Books on shelves. Paintings on walls. Framed drawings sitting on the floor. A cat drinks water and then prances over to him. He strokes the animal and says, good boy. A bird in a cage chirps. Whistling a song. The cat pays no attention.
Tennessee Pine is the candle on his desk. He lights it. His apartment now smells like the woods in the South where he grew up. Pines, oaks, hickory, tall grass you could suck on, a stream running over rocks, all part of a childhood. He played there every day. Make believe games with himself. Pretended he was a soldier fighting in a war. Saw imaginary choppers flying over head. Spraying the woods with bullets. Crawling through brown leaves on his belly. A toy gun in his hands.

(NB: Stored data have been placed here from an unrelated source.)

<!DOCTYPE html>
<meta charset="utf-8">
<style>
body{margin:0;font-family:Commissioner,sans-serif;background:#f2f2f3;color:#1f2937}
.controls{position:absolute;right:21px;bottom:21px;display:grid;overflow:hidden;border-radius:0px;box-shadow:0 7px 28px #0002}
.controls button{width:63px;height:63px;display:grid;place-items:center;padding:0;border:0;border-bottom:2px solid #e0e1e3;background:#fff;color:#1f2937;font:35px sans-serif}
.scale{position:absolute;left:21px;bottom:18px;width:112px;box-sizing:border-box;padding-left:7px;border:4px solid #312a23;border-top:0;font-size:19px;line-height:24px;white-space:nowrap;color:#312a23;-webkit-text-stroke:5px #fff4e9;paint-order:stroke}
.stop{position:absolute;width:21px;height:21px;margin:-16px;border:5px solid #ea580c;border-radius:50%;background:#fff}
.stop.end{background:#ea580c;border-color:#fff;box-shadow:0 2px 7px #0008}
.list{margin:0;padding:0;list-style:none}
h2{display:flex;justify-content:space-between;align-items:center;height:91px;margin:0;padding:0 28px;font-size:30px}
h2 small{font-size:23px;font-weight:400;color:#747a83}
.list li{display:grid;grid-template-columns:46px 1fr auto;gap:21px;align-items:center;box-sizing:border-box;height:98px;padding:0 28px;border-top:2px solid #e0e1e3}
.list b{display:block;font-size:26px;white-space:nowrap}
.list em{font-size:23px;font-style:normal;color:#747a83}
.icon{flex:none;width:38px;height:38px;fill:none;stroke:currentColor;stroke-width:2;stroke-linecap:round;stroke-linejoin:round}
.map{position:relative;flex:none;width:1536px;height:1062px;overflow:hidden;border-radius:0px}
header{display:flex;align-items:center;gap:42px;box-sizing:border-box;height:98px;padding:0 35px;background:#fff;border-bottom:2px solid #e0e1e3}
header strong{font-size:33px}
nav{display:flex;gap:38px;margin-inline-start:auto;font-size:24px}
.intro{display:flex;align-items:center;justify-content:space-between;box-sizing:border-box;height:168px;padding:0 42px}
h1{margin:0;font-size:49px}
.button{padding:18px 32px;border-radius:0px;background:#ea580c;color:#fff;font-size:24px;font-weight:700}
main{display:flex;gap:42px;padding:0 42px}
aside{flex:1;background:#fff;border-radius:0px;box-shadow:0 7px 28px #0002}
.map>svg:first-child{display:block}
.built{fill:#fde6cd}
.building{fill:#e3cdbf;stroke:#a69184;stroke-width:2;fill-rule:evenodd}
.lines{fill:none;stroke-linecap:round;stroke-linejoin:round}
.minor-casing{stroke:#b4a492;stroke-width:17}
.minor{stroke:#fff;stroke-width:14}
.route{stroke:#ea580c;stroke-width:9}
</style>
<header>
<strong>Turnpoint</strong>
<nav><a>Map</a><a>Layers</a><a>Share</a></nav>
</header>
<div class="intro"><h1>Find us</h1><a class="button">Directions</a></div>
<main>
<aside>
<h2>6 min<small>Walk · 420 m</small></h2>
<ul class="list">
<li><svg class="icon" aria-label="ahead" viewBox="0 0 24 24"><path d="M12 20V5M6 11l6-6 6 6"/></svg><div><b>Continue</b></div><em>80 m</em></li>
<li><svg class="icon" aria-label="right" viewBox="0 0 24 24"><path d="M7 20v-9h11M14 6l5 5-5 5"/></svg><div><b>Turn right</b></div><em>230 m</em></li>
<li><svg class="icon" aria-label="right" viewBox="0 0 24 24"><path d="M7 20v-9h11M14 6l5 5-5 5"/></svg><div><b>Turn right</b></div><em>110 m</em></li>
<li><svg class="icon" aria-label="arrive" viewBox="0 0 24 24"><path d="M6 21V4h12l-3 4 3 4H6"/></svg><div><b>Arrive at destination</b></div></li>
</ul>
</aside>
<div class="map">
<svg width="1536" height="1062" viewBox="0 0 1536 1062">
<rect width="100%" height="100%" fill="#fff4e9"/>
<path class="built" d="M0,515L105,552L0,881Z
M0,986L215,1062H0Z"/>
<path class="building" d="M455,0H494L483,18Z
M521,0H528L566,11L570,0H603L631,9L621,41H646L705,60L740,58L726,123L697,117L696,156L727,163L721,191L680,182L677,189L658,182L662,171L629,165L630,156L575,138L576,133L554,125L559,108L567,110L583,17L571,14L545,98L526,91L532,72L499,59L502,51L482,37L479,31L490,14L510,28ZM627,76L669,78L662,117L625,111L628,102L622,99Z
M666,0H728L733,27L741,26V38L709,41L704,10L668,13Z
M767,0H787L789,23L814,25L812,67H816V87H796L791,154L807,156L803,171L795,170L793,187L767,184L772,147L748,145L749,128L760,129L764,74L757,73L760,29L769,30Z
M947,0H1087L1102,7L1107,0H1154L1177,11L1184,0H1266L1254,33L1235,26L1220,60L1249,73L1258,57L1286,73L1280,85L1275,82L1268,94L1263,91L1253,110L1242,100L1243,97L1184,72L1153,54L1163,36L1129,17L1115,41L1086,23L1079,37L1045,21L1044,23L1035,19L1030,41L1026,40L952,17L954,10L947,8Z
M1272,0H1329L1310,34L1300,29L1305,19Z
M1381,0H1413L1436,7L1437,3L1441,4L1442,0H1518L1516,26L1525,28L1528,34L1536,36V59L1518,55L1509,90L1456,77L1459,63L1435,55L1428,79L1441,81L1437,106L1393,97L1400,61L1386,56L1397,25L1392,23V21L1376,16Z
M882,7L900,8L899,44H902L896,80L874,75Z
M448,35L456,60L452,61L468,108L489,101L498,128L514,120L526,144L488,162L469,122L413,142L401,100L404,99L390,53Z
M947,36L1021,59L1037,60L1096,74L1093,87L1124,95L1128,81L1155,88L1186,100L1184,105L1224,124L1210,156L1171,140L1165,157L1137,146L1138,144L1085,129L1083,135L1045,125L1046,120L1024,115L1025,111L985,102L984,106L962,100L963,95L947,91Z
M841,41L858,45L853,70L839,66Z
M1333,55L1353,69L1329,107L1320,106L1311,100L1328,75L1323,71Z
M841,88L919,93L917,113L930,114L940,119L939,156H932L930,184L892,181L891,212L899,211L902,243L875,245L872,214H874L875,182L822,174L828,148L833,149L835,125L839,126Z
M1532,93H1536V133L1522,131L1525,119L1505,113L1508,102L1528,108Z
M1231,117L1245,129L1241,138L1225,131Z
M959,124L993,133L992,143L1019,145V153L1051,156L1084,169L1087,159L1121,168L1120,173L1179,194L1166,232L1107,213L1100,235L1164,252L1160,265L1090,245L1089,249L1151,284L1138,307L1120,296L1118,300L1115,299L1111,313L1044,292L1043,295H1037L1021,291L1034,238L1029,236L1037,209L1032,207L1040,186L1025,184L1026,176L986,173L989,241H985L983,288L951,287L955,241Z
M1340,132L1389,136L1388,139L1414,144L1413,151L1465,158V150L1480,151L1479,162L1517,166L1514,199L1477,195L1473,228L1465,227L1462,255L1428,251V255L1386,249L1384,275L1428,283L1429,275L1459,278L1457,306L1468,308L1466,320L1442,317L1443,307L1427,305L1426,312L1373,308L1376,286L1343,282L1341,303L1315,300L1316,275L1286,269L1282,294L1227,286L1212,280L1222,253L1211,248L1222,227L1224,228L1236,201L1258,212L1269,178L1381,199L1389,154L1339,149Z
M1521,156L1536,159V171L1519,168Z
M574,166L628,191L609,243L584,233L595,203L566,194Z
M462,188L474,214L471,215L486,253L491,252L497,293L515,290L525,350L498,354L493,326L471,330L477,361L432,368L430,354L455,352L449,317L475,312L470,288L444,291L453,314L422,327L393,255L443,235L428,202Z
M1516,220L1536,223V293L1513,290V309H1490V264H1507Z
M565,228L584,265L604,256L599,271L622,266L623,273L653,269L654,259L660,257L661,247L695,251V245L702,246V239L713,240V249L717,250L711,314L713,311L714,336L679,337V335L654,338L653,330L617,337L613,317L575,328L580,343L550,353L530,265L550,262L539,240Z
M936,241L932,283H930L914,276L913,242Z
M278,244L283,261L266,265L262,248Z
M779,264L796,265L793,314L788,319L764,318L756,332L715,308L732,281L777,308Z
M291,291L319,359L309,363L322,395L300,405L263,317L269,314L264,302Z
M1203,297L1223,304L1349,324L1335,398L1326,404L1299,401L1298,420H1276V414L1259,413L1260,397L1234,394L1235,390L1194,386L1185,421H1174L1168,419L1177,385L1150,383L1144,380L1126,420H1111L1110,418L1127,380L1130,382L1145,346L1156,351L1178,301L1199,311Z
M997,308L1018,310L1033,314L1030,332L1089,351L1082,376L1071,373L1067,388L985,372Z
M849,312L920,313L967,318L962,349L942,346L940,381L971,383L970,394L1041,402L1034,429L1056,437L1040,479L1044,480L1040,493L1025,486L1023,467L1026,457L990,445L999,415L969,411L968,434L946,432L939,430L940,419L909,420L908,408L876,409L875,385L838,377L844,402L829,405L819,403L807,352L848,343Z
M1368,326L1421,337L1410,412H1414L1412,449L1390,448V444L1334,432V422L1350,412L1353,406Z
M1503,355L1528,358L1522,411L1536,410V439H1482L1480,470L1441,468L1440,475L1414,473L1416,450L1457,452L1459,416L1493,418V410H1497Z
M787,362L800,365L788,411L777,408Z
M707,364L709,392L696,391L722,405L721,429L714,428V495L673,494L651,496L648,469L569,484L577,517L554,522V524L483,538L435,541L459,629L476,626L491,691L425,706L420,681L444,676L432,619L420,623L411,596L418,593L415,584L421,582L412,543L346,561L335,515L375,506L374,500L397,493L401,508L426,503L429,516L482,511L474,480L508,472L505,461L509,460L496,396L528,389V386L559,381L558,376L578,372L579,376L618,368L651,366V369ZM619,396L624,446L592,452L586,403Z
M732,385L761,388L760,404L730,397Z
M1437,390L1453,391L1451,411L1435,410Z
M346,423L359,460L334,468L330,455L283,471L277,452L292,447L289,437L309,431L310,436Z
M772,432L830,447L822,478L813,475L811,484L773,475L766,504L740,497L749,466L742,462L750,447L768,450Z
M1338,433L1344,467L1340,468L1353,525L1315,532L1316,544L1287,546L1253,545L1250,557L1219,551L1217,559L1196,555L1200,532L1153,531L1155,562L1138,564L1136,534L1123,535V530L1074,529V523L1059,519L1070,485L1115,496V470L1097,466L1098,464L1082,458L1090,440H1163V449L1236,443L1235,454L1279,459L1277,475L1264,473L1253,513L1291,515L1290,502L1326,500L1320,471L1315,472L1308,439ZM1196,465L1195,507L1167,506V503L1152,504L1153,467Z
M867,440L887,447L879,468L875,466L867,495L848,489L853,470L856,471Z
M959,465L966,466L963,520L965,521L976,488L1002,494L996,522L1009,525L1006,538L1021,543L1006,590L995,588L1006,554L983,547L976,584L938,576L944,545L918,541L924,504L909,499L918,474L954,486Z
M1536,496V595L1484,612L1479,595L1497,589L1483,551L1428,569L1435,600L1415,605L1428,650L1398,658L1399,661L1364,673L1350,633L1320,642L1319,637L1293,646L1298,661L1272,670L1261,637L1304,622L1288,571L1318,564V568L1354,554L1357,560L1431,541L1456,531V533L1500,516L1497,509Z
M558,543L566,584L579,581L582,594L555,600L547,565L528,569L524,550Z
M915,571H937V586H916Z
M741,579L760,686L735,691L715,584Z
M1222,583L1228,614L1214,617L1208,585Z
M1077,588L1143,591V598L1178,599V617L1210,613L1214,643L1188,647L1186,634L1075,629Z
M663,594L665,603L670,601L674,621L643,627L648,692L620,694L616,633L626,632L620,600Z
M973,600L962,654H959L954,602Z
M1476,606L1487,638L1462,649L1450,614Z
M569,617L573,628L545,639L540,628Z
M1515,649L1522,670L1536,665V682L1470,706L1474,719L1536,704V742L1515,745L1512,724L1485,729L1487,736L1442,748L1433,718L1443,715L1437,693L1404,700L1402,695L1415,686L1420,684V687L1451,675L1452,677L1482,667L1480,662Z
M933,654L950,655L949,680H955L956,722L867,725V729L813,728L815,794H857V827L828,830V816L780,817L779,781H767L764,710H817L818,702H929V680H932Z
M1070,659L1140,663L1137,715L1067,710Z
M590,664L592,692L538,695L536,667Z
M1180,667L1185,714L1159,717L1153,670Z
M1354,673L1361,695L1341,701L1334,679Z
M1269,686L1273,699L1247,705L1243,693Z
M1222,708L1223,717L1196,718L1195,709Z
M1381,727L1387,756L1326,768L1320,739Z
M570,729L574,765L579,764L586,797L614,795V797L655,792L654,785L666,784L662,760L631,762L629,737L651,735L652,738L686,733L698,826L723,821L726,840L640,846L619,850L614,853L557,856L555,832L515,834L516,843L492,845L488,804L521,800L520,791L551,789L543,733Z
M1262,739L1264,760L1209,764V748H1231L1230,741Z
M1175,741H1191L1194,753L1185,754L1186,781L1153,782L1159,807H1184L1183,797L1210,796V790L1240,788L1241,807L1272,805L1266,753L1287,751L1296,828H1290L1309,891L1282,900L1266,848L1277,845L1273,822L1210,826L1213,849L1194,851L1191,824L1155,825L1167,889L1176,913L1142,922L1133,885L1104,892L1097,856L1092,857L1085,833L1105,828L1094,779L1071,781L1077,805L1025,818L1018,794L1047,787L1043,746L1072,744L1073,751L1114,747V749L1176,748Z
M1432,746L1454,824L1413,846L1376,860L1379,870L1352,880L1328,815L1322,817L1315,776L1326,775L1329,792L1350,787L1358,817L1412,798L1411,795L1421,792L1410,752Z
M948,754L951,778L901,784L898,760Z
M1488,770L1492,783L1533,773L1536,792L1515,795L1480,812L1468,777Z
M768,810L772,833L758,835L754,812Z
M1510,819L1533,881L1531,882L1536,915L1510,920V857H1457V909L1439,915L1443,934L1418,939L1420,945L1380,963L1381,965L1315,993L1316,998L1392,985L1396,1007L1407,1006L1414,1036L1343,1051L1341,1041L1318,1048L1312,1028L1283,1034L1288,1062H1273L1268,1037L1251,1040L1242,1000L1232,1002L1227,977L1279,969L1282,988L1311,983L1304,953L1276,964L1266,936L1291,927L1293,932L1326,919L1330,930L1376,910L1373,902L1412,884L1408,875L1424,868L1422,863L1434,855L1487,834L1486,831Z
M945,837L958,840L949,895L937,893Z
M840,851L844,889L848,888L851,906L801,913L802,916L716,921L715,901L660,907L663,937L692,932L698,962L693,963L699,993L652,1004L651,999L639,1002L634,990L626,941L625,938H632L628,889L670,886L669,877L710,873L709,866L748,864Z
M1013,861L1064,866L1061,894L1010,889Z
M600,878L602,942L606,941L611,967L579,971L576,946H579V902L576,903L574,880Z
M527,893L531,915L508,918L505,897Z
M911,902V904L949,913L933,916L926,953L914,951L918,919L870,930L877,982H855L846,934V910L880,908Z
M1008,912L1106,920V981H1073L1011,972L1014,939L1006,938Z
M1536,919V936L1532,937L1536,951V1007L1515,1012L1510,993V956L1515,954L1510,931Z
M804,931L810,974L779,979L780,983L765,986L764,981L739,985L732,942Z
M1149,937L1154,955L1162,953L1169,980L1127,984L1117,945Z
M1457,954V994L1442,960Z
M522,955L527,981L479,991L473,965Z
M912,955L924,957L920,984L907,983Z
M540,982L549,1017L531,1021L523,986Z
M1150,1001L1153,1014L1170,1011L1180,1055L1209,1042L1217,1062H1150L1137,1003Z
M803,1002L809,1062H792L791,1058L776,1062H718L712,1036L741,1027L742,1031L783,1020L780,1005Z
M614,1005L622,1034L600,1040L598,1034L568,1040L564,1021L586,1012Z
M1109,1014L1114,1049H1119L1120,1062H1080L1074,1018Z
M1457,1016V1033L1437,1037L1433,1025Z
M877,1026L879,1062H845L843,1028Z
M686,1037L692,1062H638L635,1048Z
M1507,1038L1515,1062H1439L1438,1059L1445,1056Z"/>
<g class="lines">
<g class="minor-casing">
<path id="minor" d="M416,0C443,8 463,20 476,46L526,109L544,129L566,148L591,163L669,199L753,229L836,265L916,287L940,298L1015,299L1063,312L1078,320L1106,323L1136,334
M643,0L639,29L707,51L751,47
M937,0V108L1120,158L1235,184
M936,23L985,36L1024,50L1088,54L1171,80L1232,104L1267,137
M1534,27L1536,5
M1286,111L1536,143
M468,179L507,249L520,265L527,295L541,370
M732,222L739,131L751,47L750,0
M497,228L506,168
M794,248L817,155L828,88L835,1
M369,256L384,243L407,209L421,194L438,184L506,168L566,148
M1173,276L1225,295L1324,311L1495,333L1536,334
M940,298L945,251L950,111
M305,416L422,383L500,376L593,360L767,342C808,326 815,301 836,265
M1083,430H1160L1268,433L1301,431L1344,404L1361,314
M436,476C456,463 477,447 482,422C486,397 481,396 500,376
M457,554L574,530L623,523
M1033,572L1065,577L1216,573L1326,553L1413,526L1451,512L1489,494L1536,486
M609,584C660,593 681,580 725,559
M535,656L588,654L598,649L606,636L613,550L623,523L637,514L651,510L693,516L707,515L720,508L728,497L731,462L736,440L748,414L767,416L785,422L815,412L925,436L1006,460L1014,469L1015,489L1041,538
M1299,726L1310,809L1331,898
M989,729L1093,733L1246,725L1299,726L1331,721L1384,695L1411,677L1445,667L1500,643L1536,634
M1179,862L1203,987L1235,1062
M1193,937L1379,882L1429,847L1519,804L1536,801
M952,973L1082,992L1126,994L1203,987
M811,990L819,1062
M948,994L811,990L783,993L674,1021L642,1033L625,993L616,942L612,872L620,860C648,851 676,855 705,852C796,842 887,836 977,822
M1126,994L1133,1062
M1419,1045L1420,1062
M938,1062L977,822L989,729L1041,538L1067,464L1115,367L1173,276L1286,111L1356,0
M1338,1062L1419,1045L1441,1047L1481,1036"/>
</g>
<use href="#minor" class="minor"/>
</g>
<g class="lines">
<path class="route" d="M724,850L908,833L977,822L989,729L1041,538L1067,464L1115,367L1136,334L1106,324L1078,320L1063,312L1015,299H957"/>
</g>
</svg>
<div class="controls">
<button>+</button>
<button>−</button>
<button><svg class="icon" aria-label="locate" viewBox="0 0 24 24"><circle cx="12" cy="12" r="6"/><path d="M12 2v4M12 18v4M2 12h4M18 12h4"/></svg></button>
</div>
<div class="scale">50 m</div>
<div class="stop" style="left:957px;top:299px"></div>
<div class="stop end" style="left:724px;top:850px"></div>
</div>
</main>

The cat jumped off his lap. The canary continued to sing. He pulled down a book from his collection. It was Kerouac’s On The Road; the first novel he ever read. The old man used it to map his adventures when he was younger; living in New York City, taking a bus to Chicago, hitchhiking to San Francisco. Making friends along the way, true companions for a short time, then leaving them behind, never seeing them again. Taking odd jobs to make ends meet. Writing the whole time. Stacks and stacks of notebooks piled on the floor of his apartment. Wild manic tales. Blue stories of loneliness. The sacrifices of an artist.
El Gato is drinking from his bowl again. The yellow canary is quiet now. And he sits at the typewriter. Nothing comes out.